Symposium
Artificial Intelligence and Technology-based Interventions
Christina Desage, M.S. (she/her/hers)
Graduate Student
Palo Alto University
Oakland, California, United States
Tyrique Patterson, BA
PhD Candidate
Palo Alto University
Palo Alto, California, United States
YingHua Wu, MS
Student
Palo Alto University
Palo Alto, California, United States
Alexis Bechtel, MS
Student
Palo Alto University
Palo Alto, California, United States
Arjun Bharat, BS
Student
Palo Alto
Palo Alto, California, United States
Daniella Vaclavik, M.A., M.S., Ph.D. (she/her/hers)
Research Scientist
Florida International University
Miami, Florida, United States
Eduardo Bunge, Dr., Ph.D.
1791 Arastradero Road
Palo Alto University
Mountain View, California, United States
Background: Generative Artificial Intelligence (AI)-based conversational agents (CAs) hold promise to expand access to mental health care through the delivery of structured interventions. However, rigorous evaluation of treatment fidelity and the handling of common therapeutic factors remains limited.
Aims: This study illustrates the implementation of the Thera Turing Test (TTT) to compare the quality of Parent Management Training (PMT) conversations delivered by a human therapist versus an AI CA, Pat.
Methods: Two PMT modules (Psychoeducation and Special Time) were delivered by Pat and by a human therapist. Five graduate psychology students trained in PMT rated treatment fidelity and common therapeutic factors using the TTT framework. Pat’s performance was assessed across four simulated parenting styles (authoritative, authoritarian, permissive, uninvolved), and the human therapist with an authoritative parent. Treatment fidelity was defined as whether each treatment step was delivered. Common factors were rated on a 10-point Likert scale. Inter-rater reliability was examined, and comparisons between Pat and the human therapist were analyzed.

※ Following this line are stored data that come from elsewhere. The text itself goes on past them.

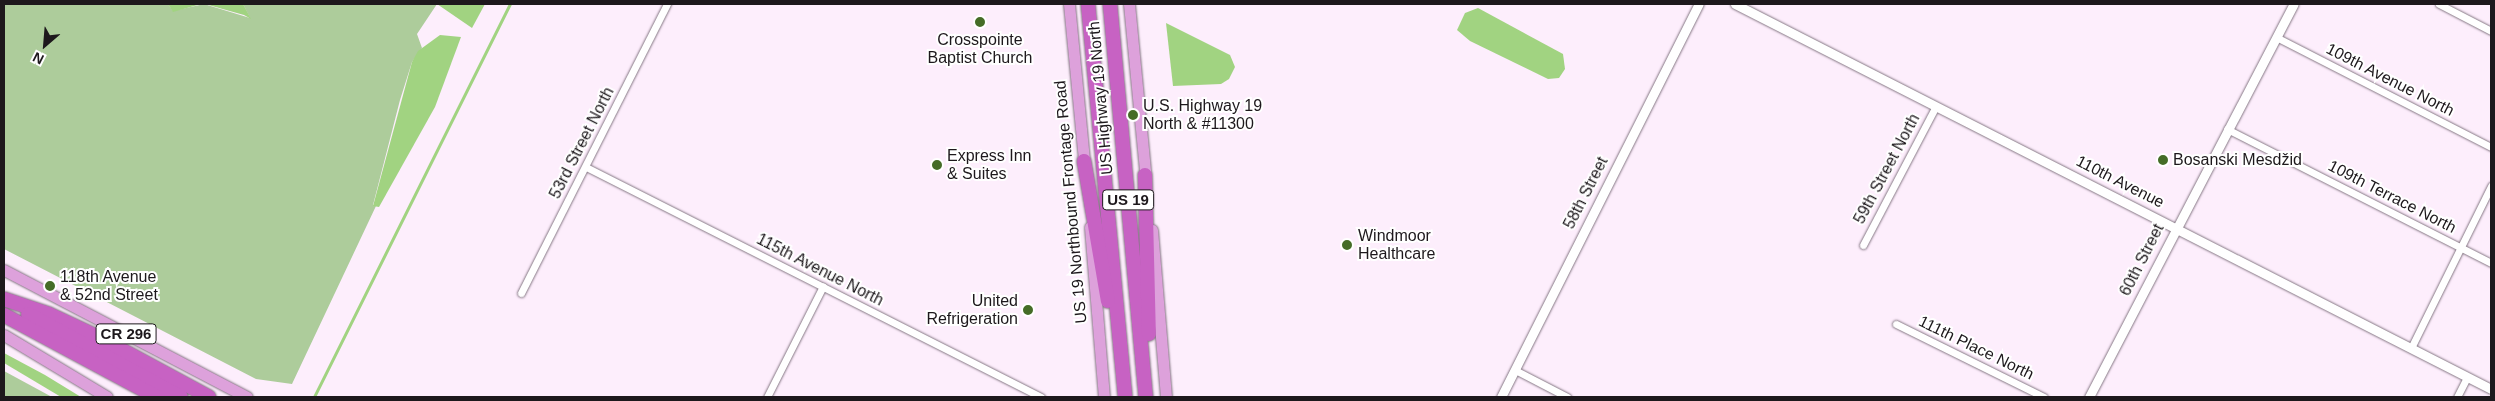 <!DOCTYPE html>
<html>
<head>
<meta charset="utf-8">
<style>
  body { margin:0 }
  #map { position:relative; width:2495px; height:401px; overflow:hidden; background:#fdeefc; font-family:Helvetica,sans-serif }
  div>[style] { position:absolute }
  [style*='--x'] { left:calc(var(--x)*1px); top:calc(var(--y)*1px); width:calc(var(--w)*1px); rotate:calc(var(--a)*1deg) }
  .green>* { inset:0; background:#adcc9b }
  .water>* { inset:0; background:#a1d381 }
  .stream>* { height:2.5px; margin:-1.25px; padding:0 1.25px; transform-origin:1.25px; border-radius:1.25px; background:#a1d381 }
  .roads { filter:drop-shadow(0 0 1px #857784) drop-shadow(0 0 1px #857784) }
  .minor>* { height:7px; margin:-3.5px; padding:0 3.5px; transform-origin:3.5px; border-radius:3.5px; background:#fff }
  .tertiary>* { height:9px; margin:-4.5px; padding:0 4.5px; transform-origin:4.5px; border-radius:4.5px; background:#fff }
  .primary>* { height:11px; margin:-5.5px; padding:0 5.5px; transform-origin:5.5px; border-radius:5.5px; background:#dda1db }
  .motorway>* { height:14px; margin:-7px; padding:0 7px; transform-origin:7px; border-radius:7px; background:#c762c3 }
  .dots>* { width:14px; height:14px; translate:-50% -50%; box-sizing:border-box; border:2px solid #fff; border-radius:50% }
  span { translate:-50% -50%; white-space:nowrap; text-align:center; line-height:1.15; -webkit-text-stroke:4px #fff; paint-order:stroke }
  .shield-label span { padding:1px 4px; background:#fff; border:1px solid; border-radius:4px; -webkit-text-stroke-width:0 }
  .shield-label { font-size:15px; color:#1d181c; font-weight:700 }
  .poi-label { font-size:16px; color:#1d181c }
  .left { translate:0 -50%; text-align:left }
  .right { translate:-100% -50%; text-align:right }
  .street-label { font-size:16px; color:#1d181c }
  .frame { position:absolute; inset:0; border:5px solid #1d181c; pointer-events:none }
  .north { position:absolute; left:20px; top:20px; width:50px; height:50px; -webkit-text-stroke:4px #fff; paint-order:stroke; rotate:207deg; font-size:14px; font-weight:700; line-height:20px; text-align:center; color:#1d181c }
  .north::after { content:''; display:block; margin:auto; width:18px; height:22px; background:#1d181c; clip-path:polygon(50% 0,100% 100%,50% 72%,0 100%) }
</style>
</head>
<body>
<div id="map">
  <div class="green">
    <div style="clip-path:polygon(4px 4px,168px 4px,173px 11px,204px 4px,250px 18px,243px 4px,437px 4px,417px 34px,422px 48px,412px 62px,400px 100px,373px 205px,376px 206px,292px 384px,256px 379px,4px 249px)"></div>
    <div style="clip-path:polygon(4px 371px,52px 397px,4px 397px)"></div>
  </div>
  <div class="water">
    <div style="clip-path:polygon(168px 4px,201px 4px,173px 12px)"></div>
    <div style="clip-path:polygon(205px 4px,243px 4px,251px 19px,244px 15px)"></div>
    <div style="clip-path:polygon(437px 4px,485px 4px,472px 28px)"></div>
    <div style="clip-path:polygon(1478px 8px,1563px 54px,1565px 69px,1559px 78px,1548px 79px,1470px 41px,1457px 30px,1465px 13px)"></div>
    <div style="clip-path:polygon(1166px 23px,1230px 55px,1235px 67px,1229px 79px,1221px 84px,1173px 86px)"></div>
    <div style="clip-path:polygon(440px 35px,461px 37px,435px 107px,379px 207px,373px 206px,412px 62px,418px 51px)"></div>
    <div style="clip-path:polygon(4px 353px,45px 375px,81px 397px,61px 397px,4px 363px)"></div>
  </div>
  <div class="stream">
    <div style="--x:314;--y:397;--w:439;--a:-63.5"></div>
  </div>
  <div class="roads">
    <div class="minor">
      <div style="--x:2439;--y:4;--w:59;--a:27.4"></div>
      <div style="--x:2276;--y:37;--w:242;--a:27.1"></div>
      <div style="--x:2227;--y:129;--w:296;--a:26.9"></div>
      <div style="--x:586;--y:167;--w:510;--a:26.82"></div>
      <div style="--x:1863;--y:245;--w:157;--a:-62.3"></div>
      <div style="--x:521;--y:293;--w:324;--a:-63.2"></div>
      <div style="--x:1896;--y:324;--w:165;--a:26.3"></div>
      <div style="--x:2411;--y:348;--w:181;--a:-63.7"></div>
      <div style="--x:1515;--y:370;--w:59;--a:27.4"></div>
      <div style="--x:767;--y:397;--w:124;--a:-63.2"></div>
      <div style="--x:2457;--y:397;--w:22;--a:-63"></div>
    </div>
    <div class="tertiary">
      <div style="--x:1735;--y:4;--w:848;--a:26.99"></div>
      <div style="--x:1501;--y:397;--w:440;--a:-63.3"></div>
      <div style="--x:2089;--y:397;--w:443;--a:-62.5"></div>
    </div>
    <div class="primary">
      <div style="--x:1069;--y:4;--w:166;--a:84.5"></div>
      <div style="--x:1129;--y:4;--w:178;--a:84.5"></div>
      <div style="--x:1090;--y:227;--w:171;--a:85.3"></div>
      <div style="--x:1152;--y:230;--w:168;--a:85.2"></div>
      <div style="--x:4;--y:270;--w:274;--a:27.6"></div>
      <div style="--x:4;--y:335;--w:120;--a:31"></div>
    </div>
    <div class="motorway">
      <div style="--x:1088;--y:4;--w:395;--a:84.6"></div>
      <div style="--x:1110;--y:4;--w:395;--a:84.8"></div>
      <div style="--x:1084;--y:161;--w:142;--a:80.3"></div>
      <div style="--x:1145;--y:175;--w:159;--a:88.6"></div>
      <div style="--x:4;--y:299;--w:47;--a:18.4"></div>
      <div style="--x:49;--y:314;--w:54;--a:25.1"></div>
      <div style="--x:98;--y:337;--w:126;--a:28.4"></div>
      <div style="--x:28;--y:314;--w:174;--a:28.5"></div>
      <div style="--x:4;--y:315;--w:174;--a:28.2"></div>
    </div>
  </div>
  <div class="dots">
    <div style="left:980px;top:22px;background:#456c27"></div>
    <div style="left:1133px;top:115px;background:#456c27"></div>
    <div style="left:2163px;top:160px;background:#456c27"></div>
    <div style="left:937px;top:165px;background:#456c27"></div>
    <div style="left:1347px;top:245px;background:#456c27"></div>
    <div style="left:50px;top:286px;background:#456c27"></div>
    <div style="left:1028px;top:310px;background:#456c27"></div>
  </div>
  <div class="shield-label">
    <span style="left:1128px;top:200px">US 19</span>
    <span style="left:126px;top:334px">CR 296</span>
  </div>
  <div class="poi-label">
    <span style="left:980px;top:49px">Crosspointe<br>Baptist Church</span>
    <span class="left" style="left:1143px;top:115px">U.S. Highway 19<br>North &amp; #11300</span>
    <span class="left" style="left:947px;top:165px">Express Inn<br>&amp; Suites</span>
    <span class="left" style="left:2173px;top:160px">Bosanski Mesdžid</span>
    <span class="left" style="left:1358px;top:245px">Windmoor<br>Healthcare</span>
    <span class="left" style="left:60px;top:286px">118th Avenue<br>&amp; 52nd Street</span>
    <span class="right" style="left:1018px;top:310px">United<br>Refrigeration</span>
  </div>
  <div class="street-label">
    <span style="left:2390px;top:80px;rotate:27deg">109th Avenue North</span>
    <span style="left:1101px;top:98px;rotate:-95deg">US Highway 19 North</span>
    <span style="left:582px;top:143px;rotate:-63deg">53rd Street North</span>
    <span style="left:1887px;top:169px;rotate:-62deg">59th Street North</span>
    <span style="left:2120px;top:182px;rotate:27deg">110th Avenue</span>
    <span style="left:1586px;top:193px;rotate:-63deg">58th Street</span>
    <span style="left:2392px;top:197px;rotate:27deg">109th Terrace North</span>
    <span style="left:1071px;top:202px;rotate:-95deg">US 19 Northbound Frontage Road</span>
    <span style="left:2142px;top:260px;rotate:-63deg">60th Street</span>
    <span style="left:820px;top:270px;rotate:27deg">115th Avenue North</span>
    <span style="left:1976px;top:348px;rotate:26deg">111th Place North</span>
  </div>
  <div class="frame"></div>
  <div class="north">N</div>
</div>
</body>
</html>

Results: Both Pat and the human therapist achieved high treatment fidelity across PMT modules. Psychoeducation sessions had treatment fidelity scores ranging from 86–98% for Pat and 88.9% for the human therapist. Special Time sessions ranged from 84–100% for Pat and 86% for the human therapist. Common factor ratings were highest for the human therapist (90.8%) and slightly lower across all Pat conversations. Pat delivered structured treatment content across different simulated parenting styles and demonstrated adaptability to varying parent characteristics.
Conclusion: Pat shows potential to deliver structured parent training consistently across diverse parenting styles. While human therapists excel in common factors, Pat’s strong treatment fidelity suggests AI CAs could be a valuable complement to traditional therapy. The TTT provides a framework to iteratively improve AI CAs, ensuring they are safe, effective, and ready to support real-world mental health care.